**Work request:**
Every line in the records below that holds "does" must be identified and copied.

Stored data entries
►
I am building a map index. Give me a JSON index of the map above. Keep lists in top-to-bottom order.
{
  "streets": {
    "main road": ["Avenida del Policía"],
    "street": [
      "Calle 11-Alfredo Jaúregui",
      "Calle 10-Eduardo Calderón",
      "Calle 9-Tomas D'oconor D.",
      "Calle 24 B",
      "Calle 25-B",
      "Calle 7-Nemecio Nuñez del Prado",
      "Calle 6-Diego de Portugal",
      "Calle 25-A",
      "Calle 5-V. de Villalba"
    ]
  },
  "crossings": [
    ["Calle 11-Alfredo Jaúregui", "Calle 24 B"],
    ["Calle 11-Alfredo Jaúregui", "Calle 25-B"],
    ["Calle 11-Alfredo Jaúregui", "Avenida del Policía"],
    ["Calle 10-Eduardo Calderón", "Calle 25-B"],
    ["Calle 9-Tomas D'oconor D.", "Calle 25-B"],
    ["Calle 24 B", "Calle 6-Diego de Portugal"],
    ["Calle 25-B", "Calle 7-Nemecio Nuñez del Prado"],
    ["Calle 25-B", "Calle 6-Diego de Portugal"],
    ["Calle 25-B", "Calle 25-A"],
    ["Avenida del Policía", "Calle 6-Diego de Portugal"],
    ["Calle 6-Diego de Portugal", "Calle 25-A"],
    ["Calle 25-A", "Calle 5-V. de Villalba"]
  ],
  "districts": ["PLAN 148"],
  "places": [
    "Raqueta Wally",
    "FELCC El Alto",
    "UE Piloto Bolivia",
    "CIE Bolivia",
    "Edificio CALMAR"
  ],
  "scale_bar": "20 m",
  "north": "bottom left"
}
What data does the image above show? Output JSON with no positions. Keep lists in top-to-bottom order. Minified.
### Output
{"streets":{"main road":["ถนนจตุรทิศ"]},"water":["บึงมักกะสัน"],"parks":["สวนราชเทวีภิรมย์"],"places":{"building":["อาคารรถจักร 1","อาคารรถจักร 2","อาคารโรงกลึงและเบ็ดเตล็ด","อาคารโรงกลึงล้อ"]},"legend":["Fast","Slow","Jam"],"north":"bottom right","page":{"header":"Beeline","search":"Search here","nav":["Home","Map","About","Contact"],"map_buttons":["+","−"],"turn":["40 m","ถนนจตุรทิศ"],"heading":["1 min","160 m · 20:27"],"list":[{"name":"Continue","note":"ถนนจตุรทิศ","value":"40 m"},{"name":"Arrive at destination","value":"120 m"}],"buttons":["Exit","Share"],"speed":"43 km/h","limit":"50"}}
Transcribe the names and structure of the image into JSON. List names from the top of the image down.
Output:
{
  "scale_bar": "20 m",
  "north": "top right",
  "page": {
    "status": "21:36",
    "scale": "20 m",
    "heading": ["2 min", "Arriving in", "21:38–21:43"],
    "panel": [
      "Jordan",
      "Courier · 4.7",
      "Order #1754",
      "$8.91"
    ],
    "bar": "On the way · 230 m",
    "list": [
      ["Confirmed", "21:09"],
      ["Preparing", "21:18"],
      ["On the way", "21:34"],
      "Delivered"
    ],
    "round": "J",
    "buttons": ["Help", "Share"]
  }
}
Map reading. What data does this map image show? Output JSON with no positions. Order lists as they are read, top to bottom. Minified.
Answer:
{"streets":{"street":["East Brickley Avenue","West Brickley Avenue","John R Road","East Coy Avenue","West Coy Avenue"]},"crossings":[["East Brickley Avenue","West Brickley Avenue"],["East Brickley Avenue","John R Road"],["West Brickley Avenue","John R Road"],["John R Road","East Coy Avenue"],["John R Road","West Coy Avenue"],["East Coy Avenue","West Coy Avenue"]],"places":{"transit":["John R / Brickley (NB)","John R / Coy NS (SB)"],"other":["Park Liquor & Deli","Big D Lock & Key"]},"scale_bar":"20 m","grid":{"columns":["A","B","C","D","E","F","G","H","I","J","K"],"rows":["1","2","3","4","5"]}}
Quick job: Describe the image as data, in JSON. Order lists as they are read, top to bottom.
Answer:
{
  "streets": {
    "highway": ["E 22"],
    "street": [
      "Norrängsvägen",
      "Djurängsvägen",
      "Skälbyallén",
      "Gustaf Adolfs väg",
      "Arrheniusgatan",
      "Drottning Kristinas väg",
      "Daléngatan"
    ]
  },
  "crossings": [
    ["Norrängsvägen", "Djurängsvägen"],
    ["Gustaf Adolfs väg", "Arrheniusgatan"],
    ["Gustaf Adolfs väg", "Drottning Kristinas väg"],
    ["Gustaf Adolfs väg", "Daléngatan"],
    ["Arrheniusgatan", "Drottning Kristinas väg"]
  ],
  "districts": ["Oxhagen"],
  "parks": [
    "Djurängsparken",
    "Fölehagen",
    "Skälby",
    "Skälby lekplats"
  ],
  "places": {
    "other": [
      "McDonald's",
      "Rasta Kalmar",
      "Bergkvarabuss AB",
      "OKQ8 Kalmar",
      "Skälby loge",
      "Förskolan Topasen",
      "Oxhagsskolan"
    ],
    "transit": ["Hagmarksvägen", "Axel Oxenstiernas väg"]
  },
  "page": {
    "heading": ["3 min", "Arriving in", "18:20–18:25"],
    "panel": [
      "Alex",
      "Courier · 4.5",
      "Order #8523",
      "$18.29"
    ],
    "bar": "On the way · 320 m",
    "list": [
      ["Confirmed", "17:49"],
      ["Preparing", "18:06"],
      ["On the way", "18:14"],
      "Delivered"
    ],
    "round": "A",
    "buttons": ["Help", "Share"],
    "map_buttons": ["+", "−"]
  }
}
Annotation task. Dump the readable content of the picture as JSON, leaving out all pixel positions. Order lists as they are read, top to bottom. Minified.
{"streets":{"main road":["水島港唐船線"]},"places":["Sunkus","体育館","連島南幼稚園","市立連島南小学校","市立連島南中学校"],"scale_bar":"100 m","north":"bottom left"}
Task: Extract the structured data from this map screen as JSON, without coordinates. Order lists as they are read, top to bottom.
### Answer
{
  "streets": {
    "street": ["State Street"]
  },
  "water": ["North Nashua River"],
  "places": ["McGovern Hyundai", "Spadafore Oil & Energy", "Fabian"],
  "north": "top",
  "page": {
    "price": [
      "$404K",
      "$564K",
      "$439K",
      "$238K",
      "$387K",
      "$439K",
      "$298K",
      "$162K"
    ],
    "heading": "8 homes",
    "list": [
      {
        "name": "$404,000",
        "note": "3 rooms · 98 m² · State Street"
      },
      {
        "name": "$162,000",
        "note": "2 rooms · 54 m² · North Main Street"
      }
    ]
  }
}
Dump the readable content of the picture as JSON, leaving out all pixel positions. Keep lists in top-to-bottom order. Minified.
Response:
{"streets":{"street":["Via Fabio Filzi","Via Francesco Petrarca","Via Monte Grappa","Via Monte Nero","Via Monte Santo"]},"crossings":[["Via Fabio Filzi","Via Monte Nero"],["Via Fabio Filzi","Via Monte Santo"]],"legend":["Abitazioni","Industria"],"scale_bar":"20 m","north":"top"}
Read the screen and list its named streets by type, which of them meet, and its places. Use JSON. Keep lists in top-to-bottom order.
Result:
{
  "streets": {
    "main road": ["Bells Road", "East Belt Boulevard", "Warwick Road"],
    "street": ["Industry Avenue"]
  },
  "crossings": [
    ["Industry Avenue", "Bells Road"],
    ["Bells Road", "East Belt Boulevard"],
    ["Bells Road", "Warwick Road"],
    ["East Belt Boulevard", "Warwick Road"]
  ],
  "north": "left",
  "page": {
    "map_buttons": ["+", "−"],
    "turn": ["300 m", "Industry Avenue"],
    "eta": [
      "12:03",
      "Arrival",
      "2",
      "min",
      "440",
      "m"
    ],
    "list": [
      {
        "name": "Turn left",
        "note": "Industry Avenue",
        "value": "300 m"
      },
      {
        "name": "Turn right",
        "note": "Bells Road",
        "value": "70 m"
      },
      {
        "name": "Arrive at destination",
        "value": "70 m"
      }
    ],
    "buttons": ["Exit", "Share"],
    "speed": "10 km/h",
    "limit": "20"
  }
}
◄
**Solution to the problem:**
What data does the image above show? Output JSON with no positions. Keep lists in top-to-bottom order. Minified.
Map reading. What data does this map image show? Output JSON with no positions. Order lists as they are read, top to bottom. Minified.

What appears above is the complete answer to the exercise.